## Study material
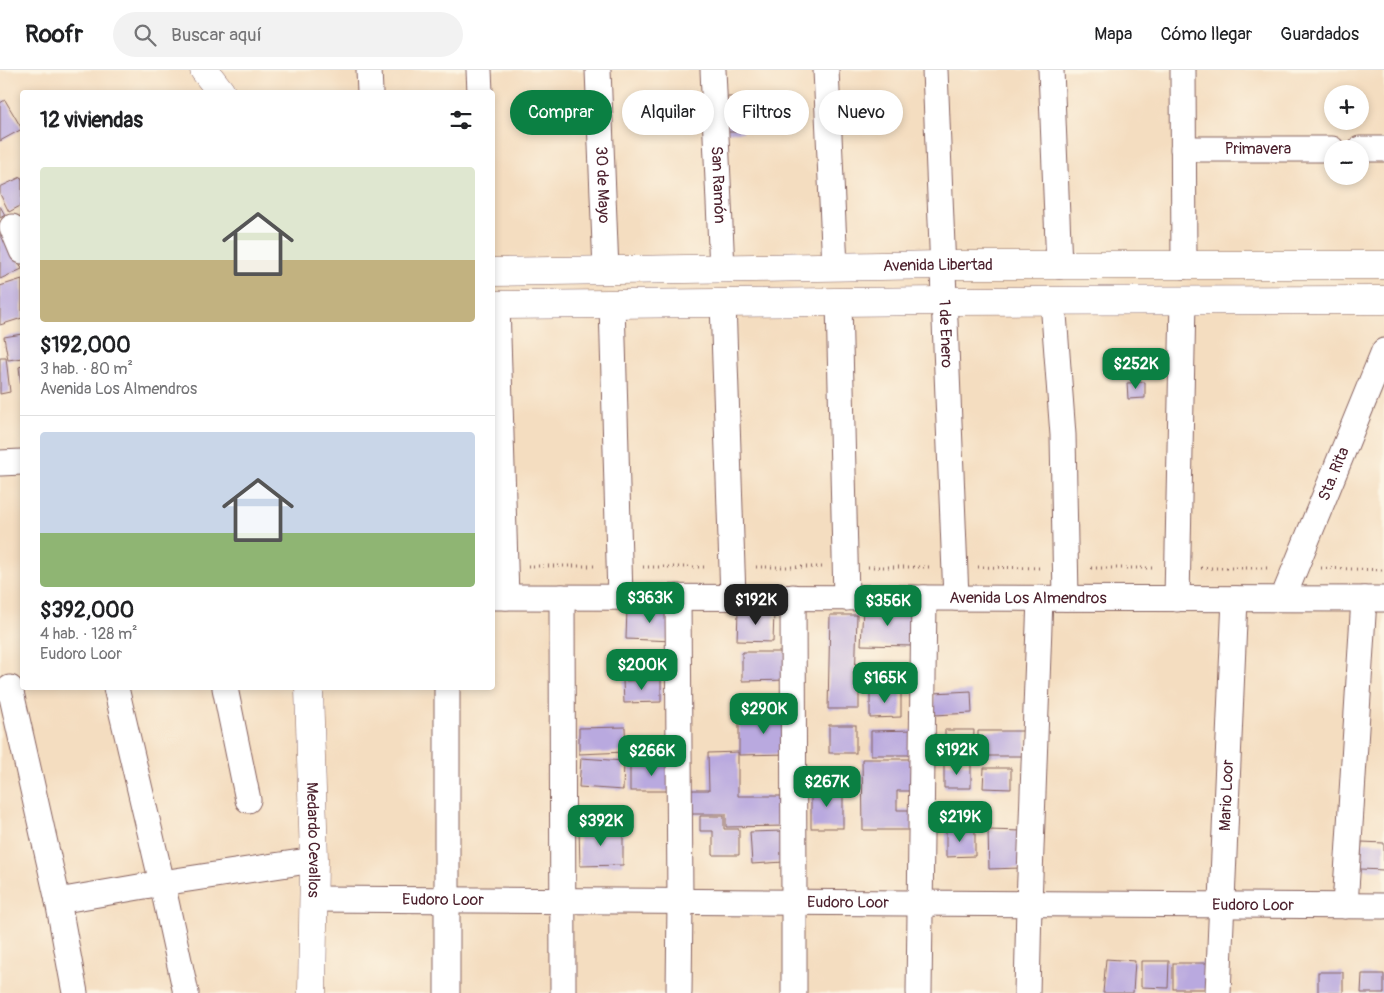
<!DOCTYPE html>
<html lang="es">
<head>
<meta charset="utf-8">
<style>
  :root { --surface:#fff; --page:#f2f2f2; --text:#202124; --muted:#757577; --line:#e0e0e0; --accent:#0b8043 }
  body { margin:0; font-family:Pangolin,sans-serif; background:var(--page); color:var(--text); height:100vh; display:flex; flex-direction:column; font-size:19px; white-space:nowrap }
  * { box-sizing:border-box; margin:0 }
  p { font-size:16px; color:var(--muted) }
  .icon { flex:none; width:28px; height:28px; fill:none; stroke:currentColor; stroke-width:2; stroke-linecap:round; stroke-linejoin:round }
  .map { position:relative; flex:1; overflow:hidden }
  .panel { position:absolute; left:20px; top:20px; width:475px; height:600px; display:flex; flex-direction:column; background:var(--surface); border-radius:5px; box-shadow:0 2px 8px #0003 }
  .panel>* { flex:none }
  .guide { position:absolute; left:510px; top:20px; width:475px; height:45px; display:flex; gap:10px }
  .tools { position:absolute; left:1324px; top:15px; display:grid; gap:10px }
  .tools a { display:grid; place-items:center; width:45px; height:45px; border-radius:50%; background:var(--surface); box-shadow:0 2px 8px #0003; font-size:25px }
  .price { position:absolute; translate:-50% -42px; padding:0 11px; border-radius:10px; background:var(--accent); color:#fff; font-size:16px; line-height:32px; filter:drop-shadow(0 1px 2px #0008) }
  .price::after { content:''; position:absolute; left:50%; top:30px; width:15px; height:11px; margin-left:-8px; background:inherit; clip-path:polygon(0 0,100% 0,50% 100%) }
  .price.on { background:#222; color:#fff }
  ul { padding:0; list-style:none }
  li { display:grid; align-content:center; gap:10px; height:265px; padding:0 20px }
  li+li { border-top:1px solid var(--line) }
  li span { display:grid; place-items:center; height:155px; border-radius:5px; color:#555 }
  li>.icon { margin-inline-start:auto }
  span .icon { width:90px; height:90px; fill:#fffc; stroke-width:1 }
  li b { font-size:21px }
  h2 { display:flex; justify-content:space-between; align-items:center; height:60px; padding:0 20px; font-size:21px }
  .chip { padding:0 18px; border-radius:22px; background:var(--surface); box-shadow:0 2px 8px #0003; font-size:18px; line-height:45px }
  .chip.on { background:var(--accent); color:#fff }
  header { display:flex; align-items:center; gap:30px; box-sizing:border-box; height:70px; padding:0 25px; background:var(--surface); border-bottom:1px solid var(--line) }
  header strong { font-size:24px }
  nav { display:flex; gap:28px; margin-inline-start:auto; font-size:18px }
  .search { width:350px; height:45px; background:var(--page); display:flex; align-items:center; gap:12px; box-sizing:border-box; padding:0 18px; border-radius:28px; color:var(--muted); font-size:19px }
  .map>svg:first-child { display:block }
  .building { fill:#b9a9df }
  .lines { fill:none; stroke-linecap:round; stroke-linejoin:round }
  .minor-casing { stroke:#86625f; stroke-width:27 }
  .tertiary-casing { stroke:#86625f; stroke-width:29 }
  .path { stroke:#86625f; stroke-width:3; stroke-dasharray:1 4; stroke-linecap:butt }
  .minor { stroke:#fff; stroke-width:25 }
  .tertiary { stroke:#fff; stroke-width:28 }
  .labels { text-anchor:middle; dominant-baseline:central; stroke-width:5; stroke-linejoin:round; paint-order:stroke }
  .street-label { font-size:16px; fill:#4a1f2b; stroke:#fcf5e5 }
</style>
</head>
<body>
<header>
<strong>Roofr</strong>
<div class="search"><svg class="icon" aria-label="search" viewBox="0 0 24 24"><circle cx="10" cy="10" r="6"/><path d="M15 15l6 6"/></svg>Buscar aquí</div>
<nav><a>Mapa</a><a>Cómo llegar</a><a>Guardados</a></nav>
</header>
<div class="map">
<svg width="1384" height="923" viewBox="0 0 1384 923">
  <rect width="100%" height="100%" fill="#fcf5e5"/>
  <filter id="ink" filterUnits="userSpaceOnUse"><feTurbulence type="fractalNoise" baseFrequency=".02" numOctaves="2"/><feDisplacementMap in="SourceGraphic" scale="10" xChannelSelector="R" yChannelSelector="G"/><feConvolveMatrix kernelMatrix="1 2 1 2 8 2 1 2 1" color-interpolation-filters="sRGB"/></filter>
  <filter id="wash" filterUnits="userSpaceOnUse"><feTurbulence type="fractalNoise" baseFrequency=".0096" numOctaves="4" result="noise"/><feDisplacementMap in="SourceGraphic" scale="20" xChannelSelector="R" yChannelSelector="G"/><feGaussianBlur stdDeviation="1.12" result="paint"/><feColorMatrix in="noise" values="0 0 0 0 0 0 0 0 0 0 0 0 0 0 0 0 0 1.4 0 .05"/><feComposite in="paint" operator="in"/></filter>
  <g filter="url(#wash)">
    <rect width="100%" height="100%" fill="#f4ddc0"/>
    <g id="blocks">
      <!-- building -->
      <g class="building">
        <path d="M 727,27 L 744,27 L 743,62 L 727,62 Z"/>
        <path d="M 5,30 L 22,59 L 0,71 L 0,33 Z"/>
        <path d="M 21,107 L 22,110 L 22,135 L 9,142 L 0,124 L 0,117 Z"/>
        <path d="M 0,136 L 5,145 L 0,148 Z"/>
        <path d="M 6,162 L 22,199 L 0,209 L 0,165 Z"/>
        <path d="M 22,209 L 22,248 L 0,255 L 0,216 Z"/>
        <path d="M 22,264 L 22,288 L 8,290 L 4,267 Z"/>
        <path d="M 0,288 L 6,288 L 10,322 L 0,324 Z"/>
        <path d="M 22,296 L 22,314 L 21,314 L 19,297 Z"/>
        <path d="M 1145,312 L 1145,328 L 1128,329 L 1127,313 Z"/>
        <path d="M 627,537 L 674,539 L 673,571 L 626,569 Z"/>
        <path d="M 863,538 L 915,540 L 913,576 L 861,575 Z"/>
        <path d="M 738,541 L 774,542 L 773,572 L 737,571 Z"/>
        <path d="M 830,545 L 857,545 L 855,614 L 859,614 L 859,639 L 828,639 Z"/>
        <path d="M 742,582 L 790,582 L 790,610 L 742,611 Z"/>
        <path d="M 661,610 L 661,632 L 624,633 L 623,611 Z"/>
        <path d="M 901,620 L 901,647 L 870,648 L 870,621 Z"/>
        <path d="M 971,621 L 972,643 L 934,645 L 934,623 Z"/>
        <path d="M 789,645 L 790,684 L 739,685 L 739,646 Z"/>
        <rect x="829" y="655" width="27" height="28"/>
        <path d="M 625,657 L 626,682 L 579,684 L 579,658 Z"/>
        <path d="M 914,660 L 915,685 L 871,685 L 871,661 Z"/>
        <path d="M 945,660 L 974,660 L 973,686 L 945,685 Z"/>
        <path d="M 978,661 L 1026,661 L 1025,686 L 978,686 Z"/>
        <path d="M 738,682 L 738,726 L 786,726 L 786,756 L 726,757 L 726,744 L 691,744 L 691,720 L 709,720 L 708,683 Z"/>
        <path d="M 581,688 L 624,691 L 623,720 L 579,717 Z"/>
        <path d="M 862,689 L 911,689 L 912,721 L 897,721 L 897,740 L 913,740 L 913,760 L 863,760 Z"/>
        <rect x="630" y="693" width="43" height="28"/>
        <path d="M 944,693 L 971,694 L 971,718 L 944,718 Z"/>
        <path d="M 984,698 L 1011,698 L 1011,719 L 983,718 Z"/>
        <rect x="811" y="718" width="32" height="40"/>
        <path d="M 700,746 L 724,746 L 724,759 L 739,759 L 739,785 L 713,785 L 713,761 L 700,761 Z"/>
        <path d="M 623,758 L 623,795 L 580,796 L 579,759 Z"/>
        <path d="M 946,760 L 975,760 L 975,786 L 946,787 Z"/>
        <path d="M 988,760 L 1022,761 L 1021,798 L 989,799 Z"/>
        <path d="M 783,761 L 784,792 L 752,794 L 750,762 Z"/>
        <path d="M 1362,772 L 1384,773 L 1384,800 L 1360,799 Z"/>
        <path d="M 1106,889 L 1135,891 L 1133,923 L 1103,923 Z"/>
        <path d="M 1141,891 L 1169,891 L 1168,918 L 1141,917 Z"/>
        <rect x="1173" y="893" width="34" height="26"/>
        <rect x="1318" y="902" width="25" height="21"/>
        <path d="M 1362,904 L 1384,904 L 1384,923 L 1361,923 Z"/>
      </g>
    </g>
  </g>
  <g filter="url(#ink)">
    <use href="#blocks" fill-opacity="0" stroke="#86625f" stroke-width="1"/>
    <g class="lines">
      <defs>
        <g id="minor">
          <path d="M 369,0 L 370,22"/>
          <path d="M 479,0 L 480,22"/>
          <path id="s1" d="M 598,0 L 606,200"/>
          <path id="s2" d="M 713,0 L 722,199"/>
          <path d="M 826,0 L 835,197"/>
          <path id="s3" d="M 935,0 L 956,528"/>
          <path d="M 1051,0 L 1059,196"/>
          <path d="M 1183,0 L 1184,196"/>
          <path id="s4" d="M 1183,79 L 1332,79"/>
          <path d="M 1360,79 L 1384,79"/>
          <path d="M 12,157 L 22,181"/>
          <path d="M 1053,231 L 1063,365 L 1066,528"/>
          <path d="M 839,232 L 846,528"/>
          <path d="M 723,233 L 733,527"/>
          <path d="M 612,234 L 620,527"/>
          <path d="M 497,235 L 506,527"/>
          <path d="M 0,393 L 22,392"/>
          <path id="s5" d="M 492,527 L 1384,529"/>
          <path d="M 562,527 L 563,923"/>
          <path d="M 678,527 L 680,832 L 679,923"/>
          <path d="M 793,527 L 794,833 L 794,923"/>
          <path id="s6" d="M 1283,528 L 1384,281"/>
          <path d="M 1177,529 L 1183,230"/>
          <path d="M 10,618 L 58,831 L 75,923"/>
          <path d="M 116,618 L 162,813 L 186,923"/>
          <path d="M 225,618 L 248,730"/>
          <path id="s7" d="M 313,829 L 1384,836"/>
          <path d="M 58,831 L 162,813 L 314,790"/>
          <path d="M 1345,836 L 1364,529"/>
          <path d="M 447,923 L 447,618"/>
          <path d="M 919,923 L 924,528"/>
          <path d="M 1027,923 L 1029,834 L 1040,528"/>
          <path id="s8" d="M 1218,923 L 1235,529"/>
        </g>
        <g id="tertiary">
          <path d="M 204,0 L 221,22"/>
          <path id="s9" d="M 492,202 L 943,195 L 1384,195"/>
          <path d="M 492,235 L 945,231 L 1384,230"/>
          <path id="s10" d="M 309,618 L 314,790 L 312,923"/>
        </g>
      </defs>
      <!-- minor casing -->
      <use href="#minor" class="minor-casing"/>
      <!-- tertiary casing -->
      <use href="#tertiary" class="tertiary-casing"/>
      <!-- path -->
      <g class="path">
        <path d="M 528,496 L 594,496"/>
        <path d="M 643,497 L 707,497"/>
        <path d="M 756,497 L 822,497"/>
        <path d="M 868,497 L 932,497"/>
        <path d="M 978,497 L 1042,498"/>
        <path d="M 1091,498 L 1154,498"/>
        <path d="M 1201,498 L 1269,498"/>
        <path d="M 1321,498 L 1384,500"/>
      </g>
      <!-- minor -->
      <use href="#minor" class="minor"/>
      <!-- tertiary -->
      <use href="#tertiary" class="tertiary"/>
    </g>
  </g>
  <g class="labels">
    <!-- street labels -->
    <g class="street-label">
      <text stroke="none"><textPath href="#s4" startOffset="75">Primavera</textPath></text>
      <text stroke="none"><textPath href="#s2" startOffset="115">San Ramón</textPath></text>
      <text stroke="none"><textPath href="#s1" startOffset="115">30 de Mayo</textPath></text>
      <text stroke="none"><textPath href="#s9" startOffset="446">Avenida Libertad</textPath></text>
      <text stroke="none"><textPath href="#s3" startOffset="264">1 de Enero</textPath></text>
      <text stroke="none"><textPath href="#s6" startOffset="134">Sta. Rita</textPath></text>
      <text stroke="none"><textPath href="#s5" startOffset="536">Avenida Los Almendros</textPath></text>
      <text stroke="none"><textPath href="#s8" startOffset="198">Mario Loor</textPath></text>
      <text stroke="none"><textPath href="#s10" startOffset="152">Medardo Cevallos</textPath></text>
      <text stroke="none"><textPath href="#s7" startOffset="130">Eudoro Loor</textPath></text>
      <text stroke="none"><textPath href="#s7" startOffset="535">Eudoro Loor</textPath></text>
      <text stroke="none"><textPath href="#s7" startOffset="940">Eudoro Loor</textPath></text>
    </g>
  </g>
</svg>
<div class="tools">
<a>+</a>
<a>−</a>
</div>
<b class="price" style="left:1136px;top:320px">$252K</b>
<b class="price" style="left:650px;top:554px">$363K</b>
<b class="price on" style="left:756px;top:556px">$192K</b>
<b class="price" style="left:888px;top:557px">$356K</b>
<b class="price" style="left:642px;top:621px">$200K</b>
<b class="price" style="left:885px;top:634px">$165K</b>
<b class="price" style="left:764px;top:665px">$290K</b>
<b class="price" style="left:957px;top:706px">$192K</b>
<b class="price" style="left:652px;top:707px">$266K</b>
<b class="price" style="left:827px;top:738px">$267K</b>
<b class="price" style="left:960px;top:773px">$219K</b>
<b class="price" style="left:601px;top:777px">$392K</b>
<div class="guide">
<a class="chip on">Comprar</a>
<a class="chip">Alquilar</a>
<a class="chip">Filtros</a>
<a class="chip">Nuevo</a>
</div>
<section class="panel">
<h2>12 viviendas<svg class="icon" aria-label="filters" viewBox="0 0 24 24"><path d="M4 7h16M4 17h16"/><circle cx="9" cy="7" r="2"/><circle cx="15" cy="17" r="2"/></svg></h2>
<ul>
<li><span style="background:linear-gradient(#dfe7d0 60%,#c2b280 0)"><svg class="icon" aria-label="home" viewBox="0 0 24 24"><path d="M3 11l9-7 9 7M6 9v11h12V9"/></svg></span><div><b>$192,000</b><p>3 hab. · 80 m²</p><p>Avenida Los Almendros</p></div></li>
<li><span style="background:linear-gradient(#c9d6e8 65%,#8fb573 0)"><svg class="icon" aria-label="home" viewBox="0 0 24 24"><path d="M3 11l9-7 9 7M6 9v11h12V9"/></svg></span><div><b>$392,000</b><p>4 hab. · 128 m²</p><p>Eudoro Loor</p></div></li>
</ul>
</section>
</div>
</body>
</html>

## Task goal
Using the data above, repeat exactly the lines that begin at the line with "position:absolute; left:20px; top:20px;" and end at the line with "display:grid; place-items:center; width:45px;", both ends included.

## Expected answer
  .panel { position:absolute; left:20px; top:20px; width:475px; height:600px; display:flex; flex-direction:column; background:var(--surface); border-radius:5px; box-shadow:0 2px 8px #0003 }
  .panel>* { flex:none }
  .guide { position:absolute; left:510px; top:20px; width:475px; height:45px; display:flex; gap:10px }
  .tools { position:absolute; left:1324px; top:15px; display:grid; gap:10px }
  .tools a { display:grid; place-items:center; width:45px; height:45px; border-radius:50%; background:var(--surface); box-shadow:0 2px 8px #0003; font-size:25px }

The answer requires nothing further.